Collected data -

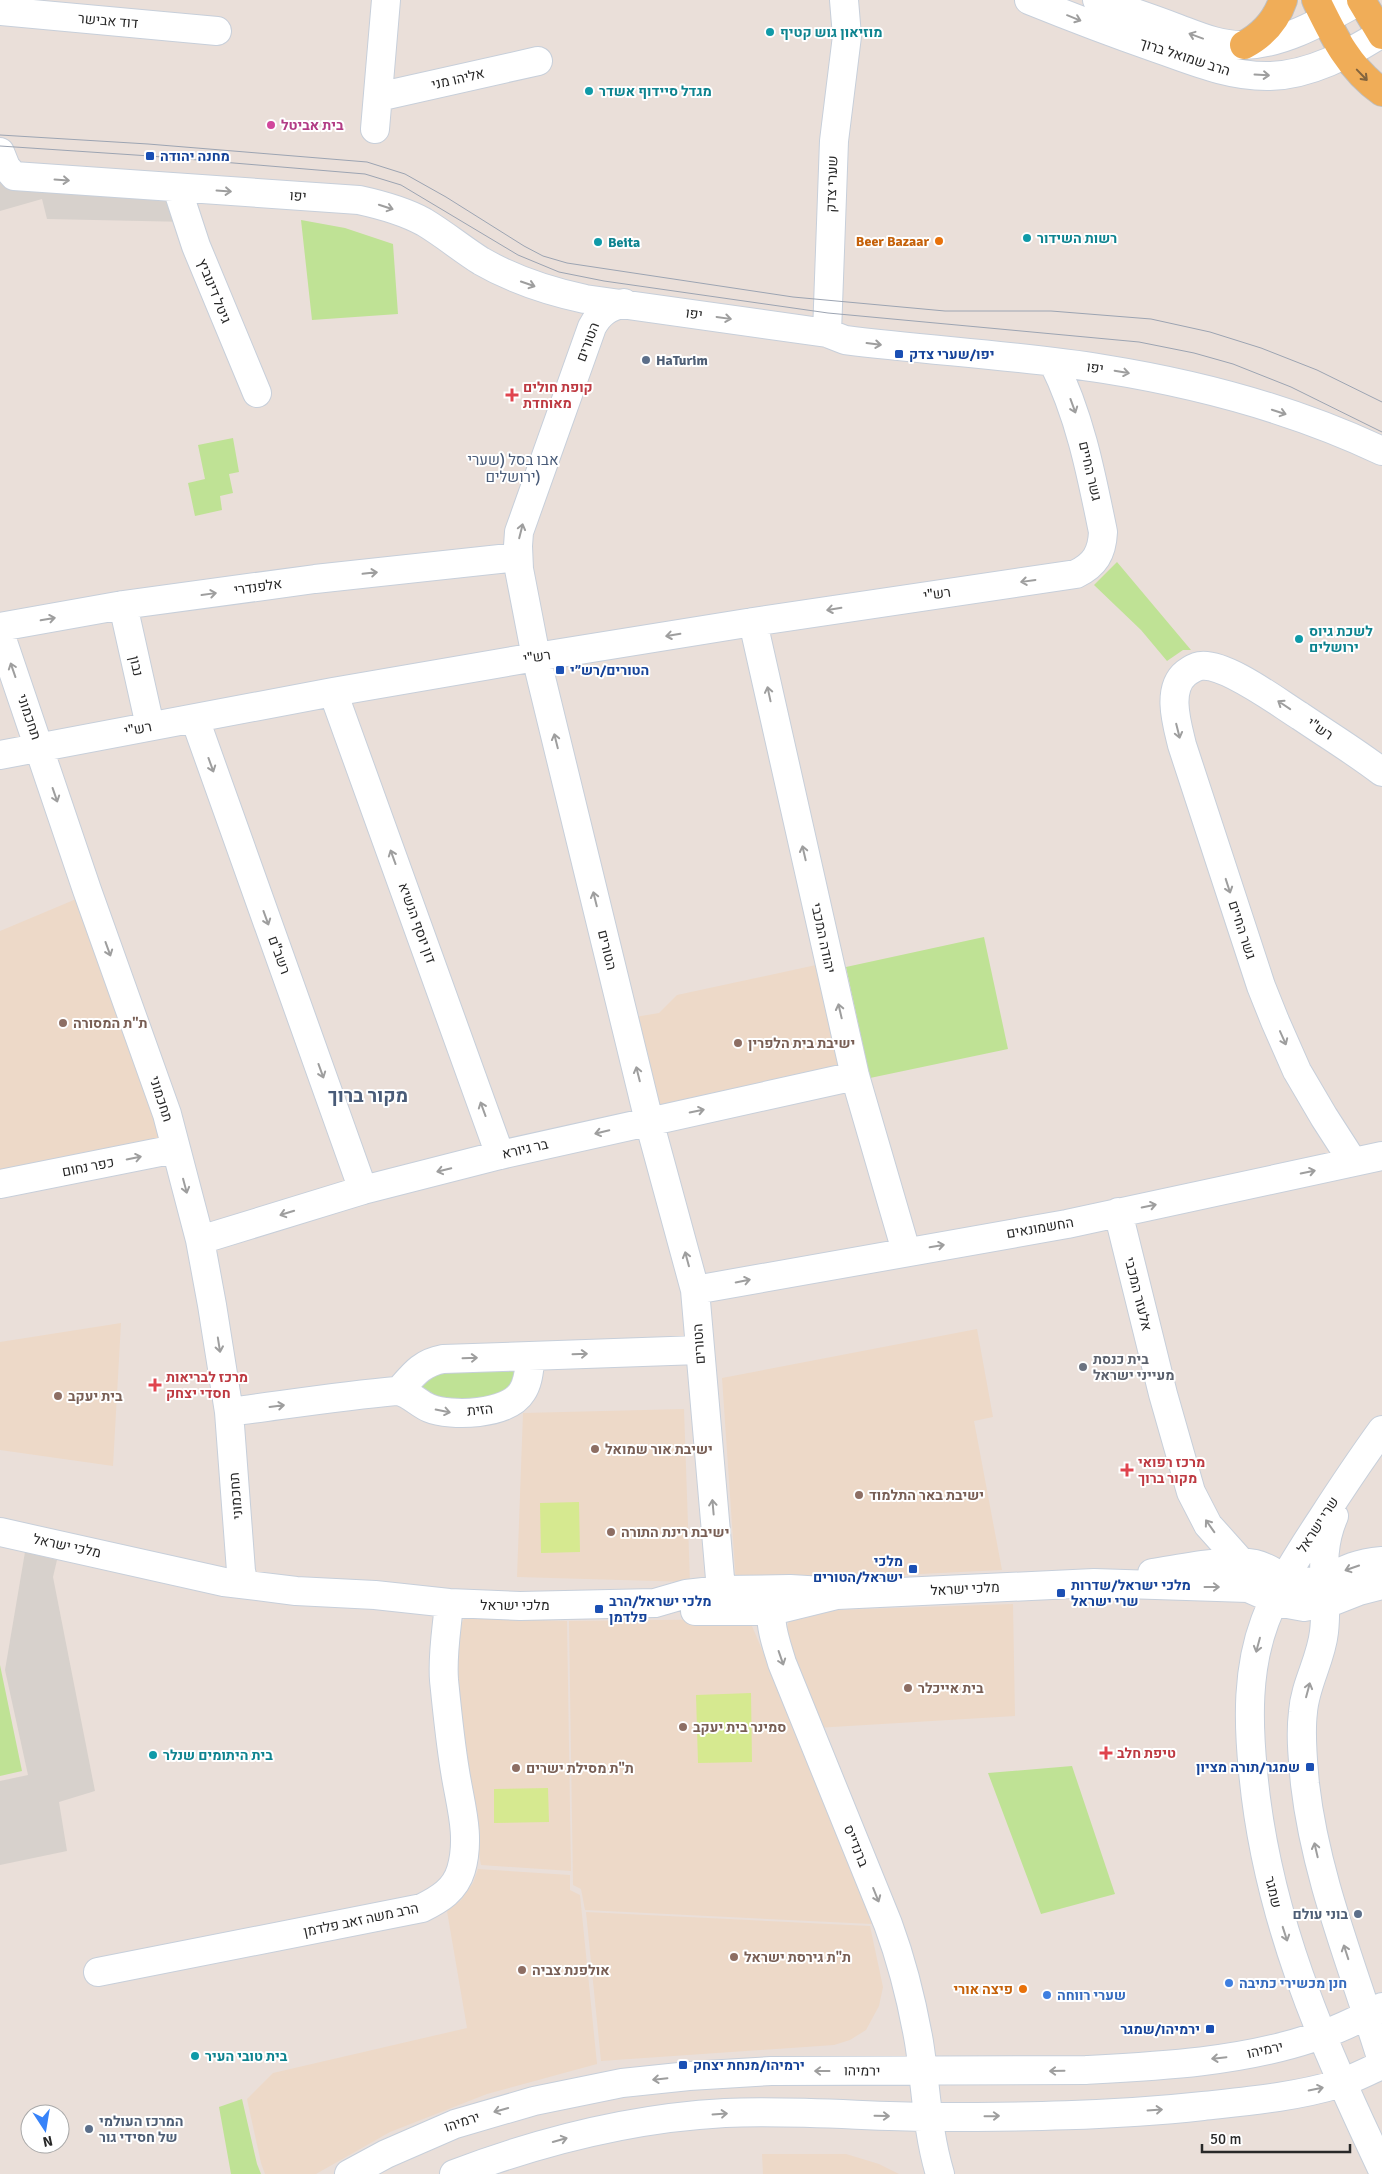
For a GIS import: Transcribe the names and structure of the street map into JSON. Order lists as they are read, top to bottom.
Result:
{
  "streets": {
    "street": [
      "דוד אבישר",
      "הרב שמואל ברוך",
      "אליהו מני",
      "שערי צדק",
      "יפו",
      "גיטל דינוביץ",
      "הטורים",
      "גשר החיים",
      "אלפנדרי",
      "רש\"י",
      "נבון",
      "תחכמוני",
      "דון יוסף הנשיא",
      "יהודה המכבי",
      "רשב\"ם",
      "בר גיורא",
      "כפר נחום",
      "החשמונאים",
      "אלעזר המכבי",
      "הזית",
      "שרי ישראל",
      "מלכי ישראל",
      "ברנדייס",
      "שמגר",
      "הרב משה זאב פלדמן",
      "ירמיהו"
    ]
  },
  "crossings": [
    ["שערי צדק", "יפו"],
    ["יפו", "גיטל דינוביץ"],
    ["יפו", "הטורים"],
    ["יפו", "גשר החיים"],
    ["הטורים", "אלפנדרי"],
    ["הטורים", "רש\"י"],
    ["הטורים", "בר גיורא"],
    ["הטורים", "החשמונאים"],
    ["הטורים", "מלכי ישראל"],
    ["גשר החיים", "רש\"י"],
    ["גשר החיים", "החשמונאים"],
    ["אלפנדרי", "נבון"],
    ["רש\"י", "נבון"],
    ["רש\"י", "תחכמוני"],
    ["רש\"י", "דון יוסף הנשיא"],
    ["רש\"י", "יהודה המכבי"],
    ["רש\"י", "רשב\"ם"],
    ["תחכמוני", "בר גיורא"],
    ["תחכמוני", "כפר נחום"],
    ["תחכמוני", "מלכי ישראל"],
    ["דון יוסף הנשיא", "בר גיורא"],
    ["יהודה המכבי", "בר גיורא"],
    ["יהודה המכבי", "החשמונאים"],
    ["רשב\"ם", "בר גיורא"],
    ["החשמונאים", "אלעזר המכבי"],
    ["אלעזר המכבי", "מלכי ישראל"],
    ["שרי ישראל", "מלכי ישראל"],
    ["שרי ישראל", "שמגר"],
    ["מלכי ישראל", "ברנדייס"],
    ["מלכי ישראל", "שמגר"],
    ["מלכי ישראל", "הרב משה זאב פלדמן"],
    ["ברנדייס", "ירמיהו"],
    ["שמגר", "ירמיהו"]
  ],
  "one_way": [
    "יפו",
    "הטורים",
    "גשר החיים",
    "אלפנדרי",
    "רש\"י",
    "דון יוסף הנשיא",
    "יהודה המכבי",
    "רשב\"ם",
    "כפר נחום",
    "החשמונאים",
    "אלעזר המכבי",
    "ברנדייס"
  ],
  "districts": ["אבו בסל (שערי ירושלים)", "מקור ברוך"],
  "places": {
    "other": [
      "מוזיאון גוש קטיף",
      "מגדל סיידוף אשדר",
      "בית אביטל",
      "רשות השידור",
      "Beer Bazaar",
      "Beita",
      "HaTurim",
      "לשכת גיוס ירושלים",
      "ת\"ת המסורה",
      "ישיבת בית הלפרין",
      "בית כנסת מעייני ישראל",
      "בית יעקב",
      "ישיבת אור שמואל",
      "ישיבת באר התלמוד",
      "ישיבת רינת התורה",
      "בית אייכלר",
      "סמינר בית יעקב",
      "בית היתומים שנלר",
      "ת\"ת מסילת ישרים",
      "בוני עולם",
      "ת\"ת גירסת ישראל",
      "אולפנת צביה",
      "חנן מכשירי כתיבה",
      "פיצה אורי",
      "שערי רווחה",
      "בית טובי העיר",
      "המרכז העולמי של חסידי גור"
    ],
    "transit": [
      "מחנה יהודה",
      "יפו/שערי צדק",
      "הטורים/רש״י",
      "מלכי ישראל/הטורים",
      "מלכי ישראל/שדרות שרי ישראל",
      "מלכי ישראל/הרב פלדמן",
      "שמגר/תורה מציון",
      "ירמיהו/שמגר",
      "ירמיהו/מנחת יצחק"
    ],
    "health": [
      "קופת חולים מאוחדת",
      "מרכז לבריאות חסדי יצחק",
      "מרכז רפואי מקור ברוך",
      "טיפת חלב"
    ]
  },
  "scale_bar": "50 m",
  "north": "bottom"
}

Task instructions -
The copy must match every line of the data exactly and contain no pictures.

Solution to the exercise -
For a GIS import: Transcribe the names and structure of the street map into JSON. Order lists as they are read, top to bottom.
Result:
{
  "streets": {
    "street": [
      "דוד אבישר",
      "הרב שמואל ברוך",
      "אליהו מני",
      "שערי צדק",
      "יפו",
      "גיטל דינוביץ",
      "הטורים",
      "גשר החיים",
      "אלפנדרי",
      "רש\"י",
      "נבון",
      "תחכמוני",
      "דון יוסף הנשיא",
      "יהודה המכבי",
      "רשב\"ם",
      "בר גיורא",
      "כפר נחום",
      "החשמונאים",
      "אלעזר המכבי",
      "הזית",
      "שרי ישראל",
      "מלכי ישראל",
      "ברנדייס",
      "שמגר",
      "הרב משה זאב פלדמן",
      "ירמיהו"
    ]
  },
  "crossings": [
    ["שערי צדק", "יפו"],
    ["יפו", "גיטל דינוביץ"],
    ["יפו", "הטורים"],
    ["יפו", "גשר החיים"],
    ["הטורים", "אלפנדרי"],
    ["הטורים", "רש\"י"],
    ["הטורים", "בר גיורא"],
    ["הטורים", "החשמונאים"],
    ["הטורים", "מלכי ישראל"],
    ["גשר החיים", "רש\"י"],
    ["גשר החיים", "החשמונאים"],
    ["אלפנדרי", "נבון"],
    ["רש\"י", "נבון"],
    ["רש\"י", "תחכמוני"],
    ["רש\"י", "דון יוסף הנשיא"],
    ["רש\"י", "יהודה המכבי"],
    ["רש\"י", "רשב\"ם"],
    ["תחכמוני", "בר גיורא"],
    ["תחכמוני", "כפר נחום"],
    ["תחכמוני", "מלכי ישראל"],
    ["דון יוסף הנשיא", "בר גיורא"],
    ["יהודה המכבי", "בר גיורא"],
    ["יהודה המכבי", "החשמונאים"],
    ["רשב\"ם", "בר גיורא"],
    ["החשמונאים", "אלעזר המכבי"],
    ["אלעזר המכבי", "מלכי ישראל"],
    ["שרי ישראל", "מלכי ישראל"],
    ["שרי ישראל", "שמגר"],
    ["מלכי ישראל", "ברנדייס"],
    ["מלכי ישראל", "שמגר"],
    ["מלכי ישראל", "הרב משה זאב פלדמן"],
    ["ברנדייס", "ירמיהו"],
    ["שמגר", "ירמיהו"]
  ],
  "one_way": [
    "יפו",
    "הטורים",
    "גשר החיים",
    "אלפנדרי",
    "רש\"י",
    "דון יוסף הנשיא",
    "יהודה המכבי",
    "רשב\"ם",
    "כפר נחום",
    "החשמונאים",
    "אלעזר המכבי",
    "ברנדייס"
  ],
  "districts": ["אבו בסל (שערי ירושלים)", "מקור ברוך"],
  "places": {
    "other": [
      "מוזיאון גוש קטיף",
      "מגדל סיידוף אשדר",
      "בית אביטל",
      "רשות השידור",
      "Beer Bazaar",
      "Beita",
      "HaTurim",
      "לשכת גיוס ירושלים",
      "ת\"ת המסורה",
      "ישיבת בית הלפרין",
      "בית כנסת מעייני ישראל",
      "בית יעקב",
      "ישיבת אור שמואל",
      "ישיבת באר התלמוד",
      "ישיבת רינת התורה",
      "בית אייכלר",
      "סמינר בית יעקב",
      "בית היתומים שנלר",
      "ת\"ת מסילת ישרים",
      "בוני עולם",
      "ת\"ת גירסת ישראל",
      "אולפנת צביה",
      "חנן מכשירי כתיבה",
      "פיצה אורי",
      "שערי רווחה",
      "בית טובי העיר",
      "המרכז העולמי של חסידי גור"
    ],
    "transit": [
      "מחנה יהודה",
      "יפו/שערי צדק",
      "הטורים/רש״י",
      "מלכי ישראל/הטורים",
      "מלכי ישראל/שדרות שרי ישראל",
      "מלכי ישראל/הרב פלדמן",
      "שמגר/תורה מציון",
      "ירמיהו/שמגר",
      "ירמיהו/מנחת יצחק"
    ],
    "health": [
      "קופת חולים מאוחדת",
      "מרכז לבריאות חסדי יצחק",
      "מרכז רפואי מקור ברוך",
      "טיפת חלב"
    ]
  },
  "scale_bar": "50 m",
  "north": "bottom"
}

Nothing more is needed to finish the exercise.